Definitionen von Widertand[1] – welchen Formen von Widerstand bin ich schon begegnet?
Widerstandsrecht im Grundgesetz: Art 20 Abs 4 verbürgt jedem Deutschen das Recht, gegen jedermann Widerstand zu leisten, der die im Grundgesetz verankerte freiheitlich demokratische Grundordnung außer Kraft setzt. Der Umkehrschluss: solange diese Grundordnung besteht, gibt es keine Rechtsgrundlage, auf der das Widerstandsrecht angewandt werden kann – gibt es die Grundordnung aber nicht mehr, gibt es auch kein Recht (im Sinne des Gesetzes) auf Widerstand mehr!
Widerstand als Alltagsbegriff: (1) Weiter Begriff: Widerstand als Angriff auf Macht- und Herrschaftsverhältnisse; (2) Allgemeiner Begriff: „Wo Recht zu Unrecht wird, wird Widerstand zur Pflicht.“ (3) Individueller Begriff: Widerstand ist das Aufbegehren der Un-Mächtigen gegen die Mächtigen, mit einer Utopie für eine gerechte Gesellschaft, an der sich auch die eigenen Handlungen messen lassen müssen.
Widerstand als kulturtheoretischer Begriff (Paul Willis): Soziologisch ist Widerstand die Unzufriedenheit gegen die alltäglichen und die herrschenden Verhältnisse.

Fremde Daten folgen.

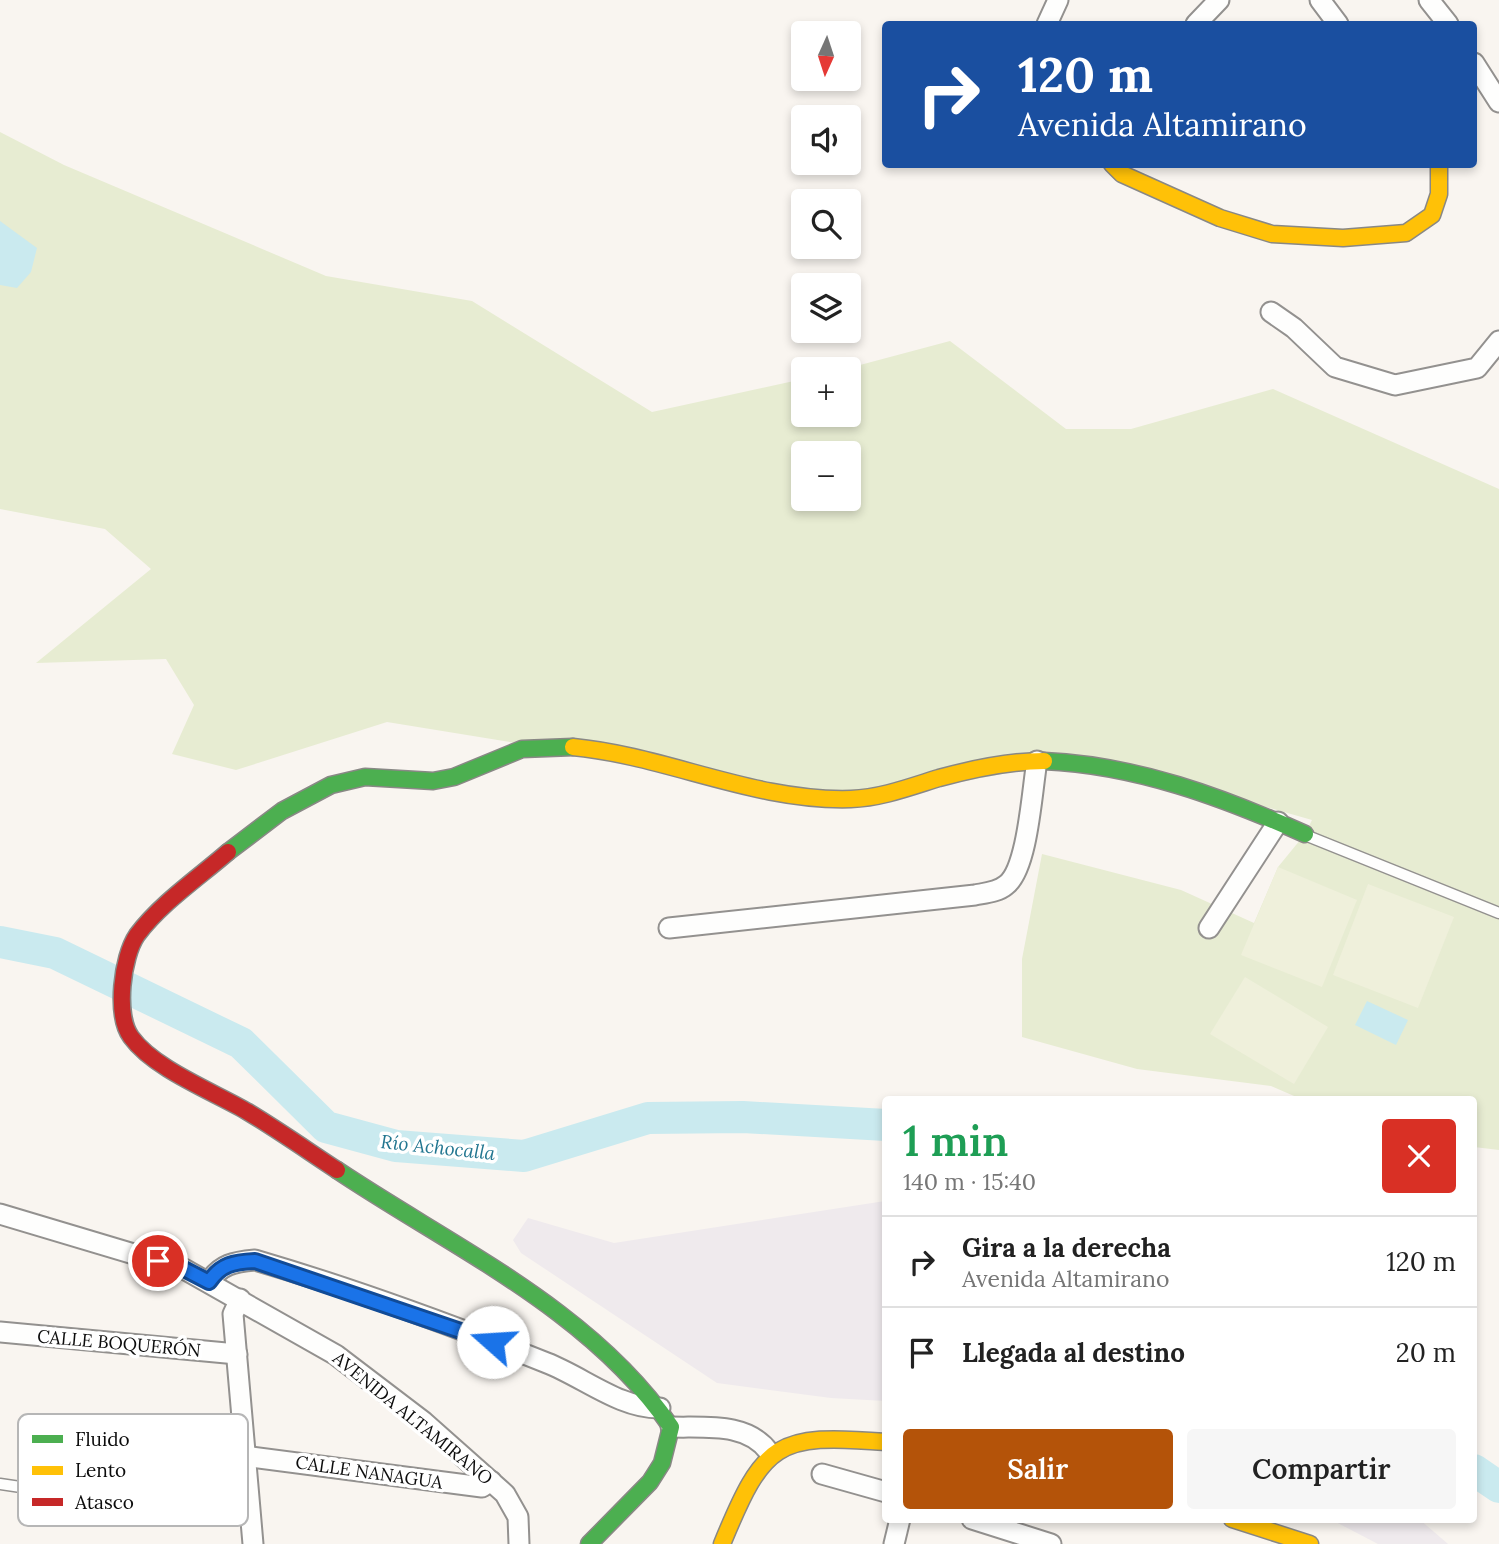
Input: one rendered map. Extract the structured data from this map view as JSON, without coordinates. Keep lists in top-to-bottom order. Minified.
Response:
{"streets":{"street":["CALLE BOQUERÓN","AVENIDA ALTAMIRANO","CALLE NANAGUA"]},"crossings":[["AVENIDA ALTAMIRANO","CALLE NANAGUA"]],"water":["Río Achocalla"],"legend":["Fluido","Lento","Atasco"],"north":"bottom","page":{"map_buttons":["+","−"],"turn":["120 m","Avenida Altamirano"],"heading":["1 min","140 m · 15:40"],"list":[{"name":"Gira a la derecha","note":"Avenida Altamirano","value":"120 m"},{"name":"Llegada al destino","value":"20 m"}],"buttons":["Salir","Compartir"]}}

Mit widerständigen Strategien richten sich Menschen in das bestehende System ein (z.B. Machogehabe und gewaltbereites Auftreten benachteiligter Jugendlicher).

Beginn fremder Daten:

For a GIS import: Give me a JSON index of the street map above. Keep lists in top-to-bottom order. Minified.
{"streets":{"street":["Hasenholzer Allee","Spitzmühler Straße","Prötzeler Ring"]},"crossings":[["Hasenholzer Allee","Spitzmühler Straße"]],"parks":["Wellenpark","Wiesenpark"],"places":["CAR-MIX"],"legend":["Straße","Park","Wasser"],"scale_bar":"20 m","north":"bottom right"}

Widerstand als Angriff auf die Machtverhältnisse (Michel Foucault): Michel Foucault hat Widerstand als Angriff auf Macht- und Herrschaftsverhältnisse definiert, die sich in eben diesen Verhältnissen bewegen und etablieren. Daraus zieht er den Schluss, dass sich Widerstand als Gegenpol mit der Macht wechselseitig bedingt. Machtverhältnisse können nur durch eine Vielfalt von Widerstandspunkten existieren, diese sind im Machtnetz präsent sowohl als Gegner wie auch als Stützpunkte, als Einfallstore oder Zielscheiben.

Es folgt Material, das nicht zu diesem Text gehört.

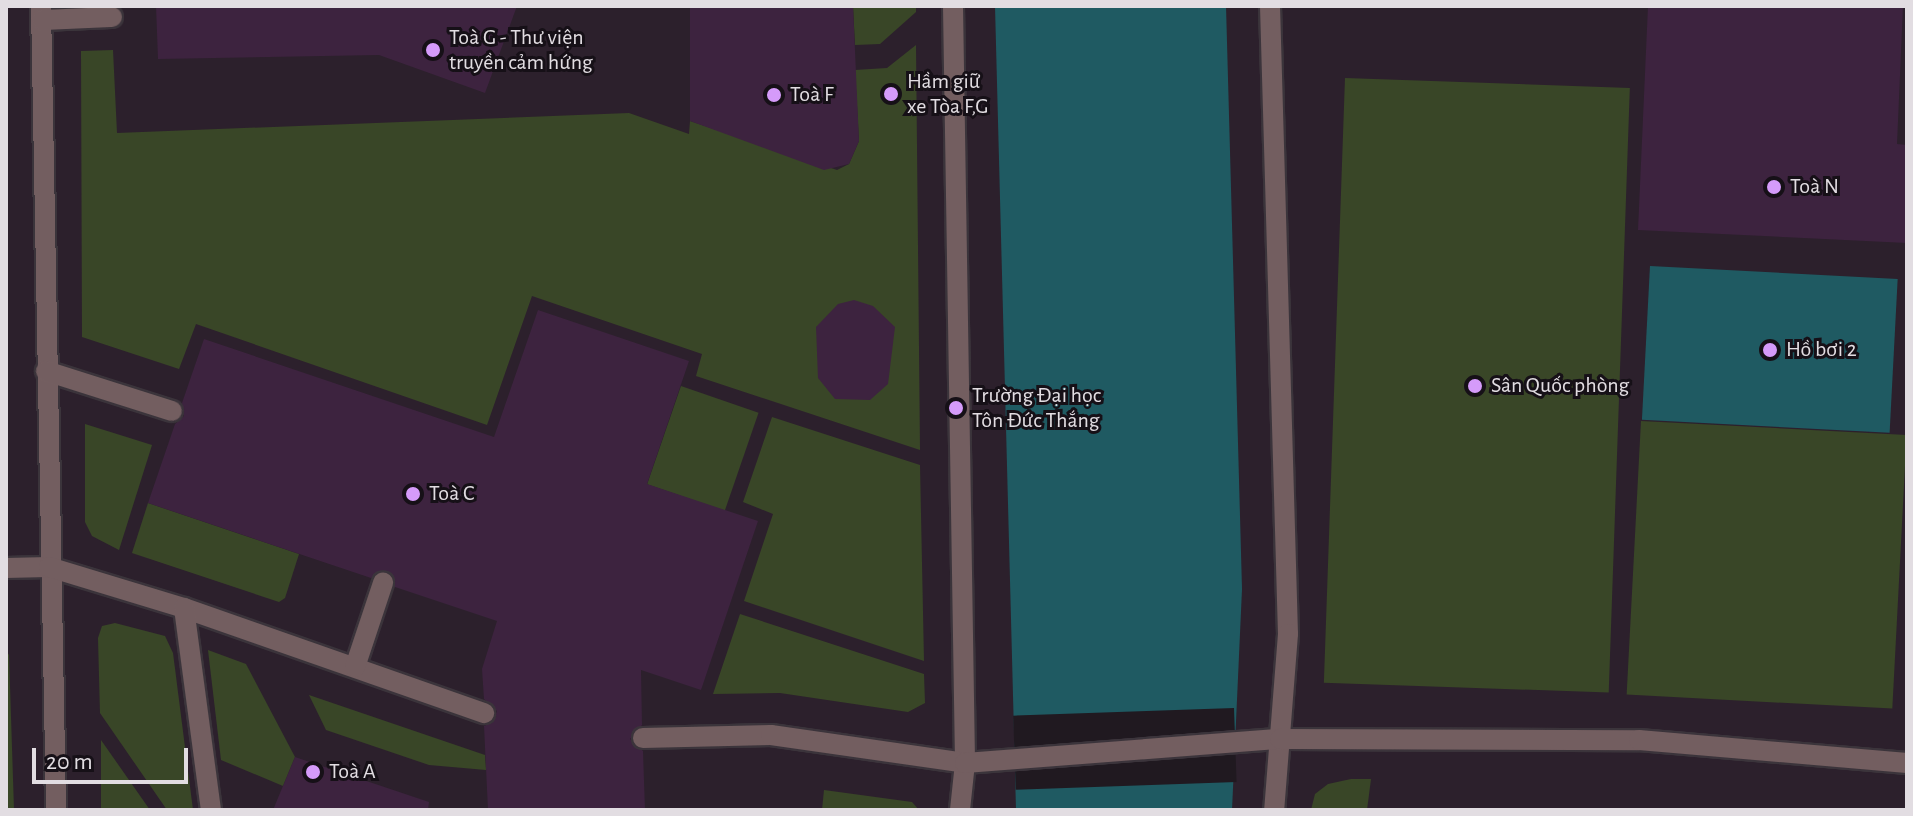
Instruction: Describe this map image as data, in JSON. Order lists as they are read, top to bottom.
{
  "places": [
    "Toà G - Thư viện truyền cảm hứng",
    "Hầm giữ xe Tòa F,G",
    "Toà F",
    "Toà N",
    "Hồ bơi 2",
    "Sân Quốc phòng",
    "Trường Đại học Tôn Đức Thắng",
    "Toà C",
    "Toà A"
  ],
  "scale_bar": "20 m"
}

Widerstand als kollektiver Prozess Pierre Bourdieu): Pierre Bourdieu hat Widerstand recht praktisch definiert: Widerstand entsteht dann, wenn die Konkurrenzkämpfe überwunden werden zugunsten von Kämpfen, die die herrschende Ordnung in Frage stellen: durch reale, effektiv mobilisierte Kräfte, praktische Klassen, die kollektiv und öffentlich zu agieren beginnen.
Dietrich Bonhoeffer: Der Weg in den Widerstand
Die beiden Theologen Christian Gremmels (*1941) und Heinrich W. Grosse (*1942) gliedern den Weg Dietrich Bonhoeffers (1906-1945) in den Widerstand in vier Stufen:[2]
- Für Verfolgte eintreten („Nur wer für die Juden schreit, darf auch gregorianisch singen!“[3])
- Gegen Verfolger handeln
- Sich verbünden („Gemeinsames Leben“ und „Nachfolge“)
- Die Beteiligung an der Verschwörung (Mitarbeit im „Kreisauer Kreis“)
Impulse fürs Gespräch:
- Können wir Beispiele miteinander teilen, die verdeutlichen, wo und wie wir schon „widerständig gelebt haben“?
- Kannst Du Dich da bei im Weg Bonhoeffers in den Widerstand wiederfinden? Welche Stationen sind Dir vertraut, welche weniger oder gar nicht? Wohin möchtest Du?
- Gibt es gegenwärtig Impulse, die zu einem widerständigen Leben einladen oder sogar aufrufen? Wer oder was kann helfen, den Impulsen nachzugehen?
Köln, 22.07.2023
Harald Klein
[1] Quelle: [online] https://www.juraforum.de/lexikon/widerstand-politik [21.07.2023]
[2] Gremmels, Christian/Grosse, Heinrich W. (Hrsg.): Dietrich Bonhoeffer: Der Weg in den Widerstand, 2. Aufl., Gütersloh, 2004
[3] Bethge, Eberhard: Dietrich Bonhoeffer und die Juden, in: Konsequenzen. Dietrich Bonhoeffers Kirchenverständnis heute, hrsg. von E Feil und I. Tödt (Internationales Bonhoeffer -Forum Bd. 3), München 1980, 171-214.